Records for processing
_____

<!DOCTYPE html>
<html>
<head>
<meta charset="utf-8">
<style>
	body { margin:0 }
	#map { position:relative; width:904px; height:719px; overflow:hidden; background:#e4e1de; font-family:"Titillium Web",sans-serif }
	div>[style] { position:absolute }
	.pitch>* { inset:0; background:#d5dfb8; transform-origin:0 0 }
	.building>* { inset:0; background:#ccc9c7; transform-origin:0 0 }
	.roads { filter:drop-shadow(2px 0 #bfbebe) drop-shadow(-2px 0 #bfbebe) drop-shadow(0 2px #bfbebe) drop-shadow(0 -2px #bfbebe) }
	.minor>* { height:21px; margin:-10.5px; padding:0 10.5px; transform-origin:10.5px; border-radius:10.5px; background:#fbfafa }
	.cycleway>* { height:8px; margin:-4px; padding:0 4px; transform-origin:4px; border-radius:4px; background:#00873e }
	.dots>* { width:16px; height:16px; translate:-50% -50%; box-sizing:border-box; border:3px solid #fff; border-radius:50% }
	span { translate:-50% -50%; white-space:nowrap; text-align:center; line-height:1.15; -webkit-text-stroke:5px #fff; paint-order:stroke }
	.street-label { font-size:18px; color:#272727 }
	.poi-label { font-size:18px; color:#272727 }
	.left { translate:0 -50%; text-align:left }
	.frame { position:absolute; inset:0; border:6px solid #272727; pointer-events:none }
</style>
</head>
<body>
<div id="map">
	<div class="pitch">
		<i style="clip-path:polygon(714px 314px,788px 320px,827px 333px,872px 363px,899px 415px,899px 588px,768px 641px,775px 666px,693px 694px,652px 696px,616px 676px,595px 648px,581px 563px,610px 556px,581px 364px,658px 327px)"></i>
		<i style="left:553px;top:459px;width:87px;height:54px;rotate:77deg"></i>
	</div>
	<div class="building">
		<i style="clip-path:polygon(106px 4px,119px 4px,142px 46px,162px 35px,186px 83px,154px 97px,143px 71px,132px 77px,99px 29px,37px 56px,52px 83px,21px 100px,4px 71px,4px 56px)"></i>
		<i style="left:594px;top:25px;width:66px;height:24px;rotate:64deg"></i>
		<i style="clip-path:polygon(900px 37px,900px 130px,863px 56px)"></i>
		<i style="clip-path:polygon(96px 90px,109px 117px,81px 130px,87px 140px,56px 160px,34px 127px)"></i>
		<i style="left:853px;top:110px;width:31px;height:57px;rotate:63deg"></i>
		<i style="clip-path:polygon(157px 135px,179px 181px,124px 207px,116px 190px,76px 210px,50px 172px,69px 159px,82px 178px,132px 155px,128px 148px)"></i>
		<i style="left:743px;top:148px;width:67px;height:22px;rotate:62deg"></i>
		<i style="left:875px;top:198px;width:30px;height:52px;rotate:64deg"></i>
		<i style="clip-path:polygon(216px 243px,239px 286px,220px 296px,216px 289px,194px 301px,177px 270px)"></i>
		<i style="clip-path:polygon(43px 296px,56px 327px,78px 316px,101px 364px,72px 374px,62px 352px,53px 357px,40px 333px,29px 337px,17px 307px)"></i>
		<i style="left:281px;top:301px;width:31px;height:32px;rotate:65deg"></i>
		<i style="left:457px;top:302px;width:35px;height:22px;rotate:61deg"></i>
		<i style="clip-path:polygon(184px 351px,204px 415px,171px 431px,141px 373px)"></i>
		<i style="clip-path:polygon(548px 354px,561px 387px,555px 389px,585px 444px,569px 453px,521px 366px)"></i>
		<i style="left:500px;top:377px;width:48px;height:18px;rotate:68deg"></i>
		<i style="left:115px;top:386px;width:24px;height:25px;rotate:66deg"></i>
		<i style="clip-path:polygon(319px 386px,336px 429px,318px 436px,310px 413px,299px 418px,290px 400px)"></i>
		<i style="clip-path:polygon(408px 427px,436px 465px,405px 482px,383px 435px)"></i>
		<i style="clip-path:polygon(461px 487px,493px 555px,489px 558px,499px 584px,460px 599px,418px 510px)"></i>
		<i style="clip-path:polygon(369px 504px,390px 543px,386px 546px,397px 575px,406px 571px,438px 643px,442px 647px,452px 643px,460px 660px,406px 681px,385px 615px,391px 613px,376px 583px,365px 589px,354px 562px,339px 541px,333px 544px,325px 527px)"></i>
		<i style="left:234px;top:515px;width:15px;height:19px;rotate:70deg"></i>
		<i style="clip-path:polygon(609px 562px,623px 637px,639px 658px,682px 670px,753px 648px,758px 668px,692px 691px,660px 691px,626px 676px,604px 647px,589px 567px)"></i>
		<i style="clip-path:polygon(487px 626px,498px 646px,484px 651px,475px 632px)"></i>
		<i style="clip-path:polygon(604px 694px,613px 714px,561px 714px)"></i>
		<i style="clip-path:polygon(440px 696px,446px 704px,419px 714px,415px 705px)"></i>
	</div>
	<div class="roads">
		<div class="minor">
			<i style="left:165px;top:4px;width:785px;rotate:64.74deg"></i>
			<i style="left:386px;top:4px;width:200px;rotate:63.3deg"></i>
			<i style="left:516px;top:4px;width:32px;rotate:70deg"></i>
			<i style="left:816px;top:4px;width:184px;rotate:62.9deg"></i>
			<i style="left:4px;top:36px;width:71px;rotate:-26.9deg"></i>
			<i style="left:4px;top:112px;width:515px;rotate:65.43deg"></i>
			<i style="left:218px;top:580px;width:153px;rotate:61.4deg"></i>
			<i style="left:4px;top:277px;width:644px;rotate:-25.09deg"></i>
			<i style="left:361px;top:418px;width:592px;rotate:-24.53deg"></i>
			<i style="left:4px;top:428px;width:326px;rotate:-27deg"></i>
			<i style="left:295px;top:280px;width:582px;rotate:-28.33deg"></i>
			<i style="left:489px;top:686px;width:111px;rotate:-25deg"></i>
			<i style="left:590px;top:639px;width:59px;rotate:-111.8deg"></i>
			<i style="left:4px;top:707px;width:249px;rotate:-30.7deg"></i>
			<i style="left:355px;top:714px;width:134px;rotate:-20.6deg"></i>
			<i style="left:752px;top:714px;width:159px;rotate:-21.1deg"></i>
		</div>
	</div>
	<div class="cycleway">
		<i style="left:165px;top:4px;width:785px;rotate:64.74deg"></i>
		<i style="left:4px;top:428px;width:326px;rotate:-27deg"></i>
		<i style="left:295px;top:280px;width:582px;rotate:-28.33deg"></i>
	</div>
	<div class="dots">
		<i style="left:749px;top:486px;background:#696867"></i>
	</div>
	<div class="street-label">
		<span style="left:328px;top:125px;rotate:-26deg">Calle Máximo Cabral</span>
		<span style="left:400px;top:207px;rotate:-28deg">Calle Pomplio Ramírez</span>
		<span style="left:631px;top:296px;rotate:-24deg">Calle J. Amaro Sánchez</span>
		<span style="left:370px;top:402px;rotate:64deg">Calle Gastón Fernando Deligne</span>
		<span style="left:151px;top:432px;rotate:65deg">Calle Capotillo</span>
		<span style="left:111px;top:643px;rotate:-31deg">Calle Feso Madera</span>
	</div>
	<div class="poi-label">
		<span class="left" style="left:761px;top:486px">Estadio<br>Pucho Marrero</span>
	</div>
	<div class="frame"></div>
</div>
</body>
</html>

_____

Work to complete
Stopping at the line containing "width:16px; height:16px; translate:-50%", please repeat exactly every line from the very start of the entries, that line included, and nothing more.

Written reply
<!DOCTYPE html>
<html>
<head>
<meta charset="utf-8">
<style>
	body { margin:0 }
	#map { position:relative; width:904px; height:719px; overflow:hidden; background:#e4e1de; font-family:"Titillium Web",sans-serif }
	div>[style] { position:absolute }
	.pitch>* { inset:0; background:#d5dfb8; transform-origin:0 0 }
	.building>* { inset:0; background:#ccc9c7; transform-origin:0 0 }
	.roads { filter:drop-shadow(2px 0 #bfbebe) drop-shadow(-2px 0 #bfbebe) drop-shadow(0 2px #bfbebe) drop-shadow(0 -2px #bfbebe) }
	.minor>* { height:21px; margin:-10.5px; padding:0 10.5px; transform-origin:10.5px; border-radius:10.5px; background:#fbfafa }
	.cycleway>* { height:8px; margin:-4px; padding:0 4px; transform-origin:4px; border-radius:4px; background:#00873e }
	.dots>* { width:16px; height:16px; translate:-50% -50%; box-sizing:border-box; border:3px solid #fff; border-radius:50% }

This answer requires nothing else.